**DATA SUPPLIED:**

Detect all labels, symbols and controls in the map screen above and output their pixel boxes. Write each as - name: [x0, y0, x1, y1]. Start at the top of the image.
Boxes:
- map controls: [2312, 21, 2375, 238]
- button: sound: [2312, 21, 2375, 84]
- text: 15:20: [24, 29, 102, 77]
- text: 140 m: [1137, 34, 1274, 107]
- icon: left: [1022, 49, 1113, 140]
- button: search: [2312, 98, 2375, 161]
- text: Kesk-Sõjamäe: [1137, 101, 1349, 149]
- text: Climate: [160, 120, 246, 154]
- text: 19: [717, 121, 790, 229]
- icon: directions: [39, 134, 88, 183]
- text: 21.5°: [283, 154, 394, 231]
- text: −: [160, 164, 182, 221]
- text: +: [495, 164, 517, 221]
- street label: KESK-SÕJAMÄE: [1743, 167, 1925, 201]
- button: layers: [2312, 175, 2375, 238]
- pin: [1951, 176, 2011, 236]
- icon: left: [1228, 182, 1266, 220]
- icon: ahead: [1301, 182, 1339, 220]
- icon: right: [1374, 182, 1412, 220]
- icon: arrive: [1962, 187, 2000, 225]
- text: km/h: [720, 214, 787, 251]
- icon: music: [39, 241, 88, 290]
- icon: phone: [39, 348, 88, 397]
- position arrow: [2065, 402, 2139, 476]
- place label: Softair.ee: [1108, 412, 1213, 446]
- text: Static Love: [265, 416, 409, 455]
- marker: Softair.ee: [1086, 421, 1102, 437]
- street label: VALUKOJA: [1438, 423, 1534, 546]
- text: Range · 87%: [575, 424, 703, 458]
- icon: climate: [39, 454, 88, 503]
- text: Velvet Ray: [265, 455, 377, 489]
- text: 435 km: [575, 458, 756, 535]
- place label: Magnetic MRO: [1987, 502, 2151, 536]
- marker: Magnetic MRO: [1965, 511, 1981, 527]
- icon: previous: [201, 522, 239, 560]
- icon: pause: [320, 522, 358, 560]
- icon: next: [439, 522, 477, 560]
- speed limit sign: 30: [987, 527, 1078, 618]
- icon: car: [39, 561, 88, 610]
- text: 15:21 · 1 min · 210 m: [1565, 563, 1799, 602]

**AIM OF THE TASK:** Print all entries again, exactly.

**OUTPUT OF THE EXERCISE:**
Detect all labels, symbols and controls in the map screen above and output their pixel boxes. Write each as - name: [x0, y0, x1, y1]. Start at the top of the image.
Boxes:
- map controls: [2312, 21, 2375, 238]
- button: sound: [2312, 21, 2375, 84]
- text: 15:20: [24, 29, 102, 77]
- text: 140 m: [1137, 34, 1274, 107]
- icon: left: [1022, 49, 1113, 140]
- button: search: [2312, 98, 2375, 161]
- text: Kesk-Sõjamäe: [1137, 101, 1349, 149]
- text: Climate: [160, 120, 246, 154]
- text: 19: [717, 121, 790, 229]
- icon: directions: [39, 134, 88, 183]
- text: 21.5°: [283, 154, 394, 231]
- text: −: [160, 164, 182, 221]
- text: +: [495, 164, 517, 221]
- street label: KESK-SÕJAMÄE: [1743, 167, 1925, 201]
- button: layers: [2312, 175, 2375, 238]
- pin: [1951, 176, 2011, 236]
- icon: left: [1228, 182, 1266, 220]
- icon: ahead: [1301, 182, 1339, 220]
- icon: right: [1374, 182, 1412, 220]
- icon: arrive: [1962, 187, 2000, 225]
- text: km/h: [720, 214, 787, 251]
- icon: music: [39, 241, 88, 290]
- icon: phone: [39, 348, 88, 397]
- position arrow: [2065, 402, 2139, 476]
- place label: Softair.ee: [1108, 412, 1213, 446]
- text: Static Love: [265, 416, 409, 455]
- marker: Softair.ee: [1086, 421, 1102, 437]
- street label: VALUKOJA: [1438, 423, 1534, 546]
- text: Range · 87%: [575, 424, 703, 458]
- icon: climate: [39, 454, 88, 503]
- text: Velvet Ray: [265, 455, 377, 489]
- text: 435 km: [575, 458, 756, 535]
- place label: Magnetic MRO: [1987, 502, 2151, 536]
- marker: Magnetic MRO: [1965, 511, 1981, 527]
- icon: previous: [201, 522, 239, 560]
- icon: pause: [320, 522, 358, 560]
- icon: next: [439, 522, 477, 560]
- speed limit sign: 30: [987, 527, 1078, 618]
- icon: car: [39, 561, 88, 610]
- text: 15:21 · 1 min · 210 m: [1565, 563, 1799, 602]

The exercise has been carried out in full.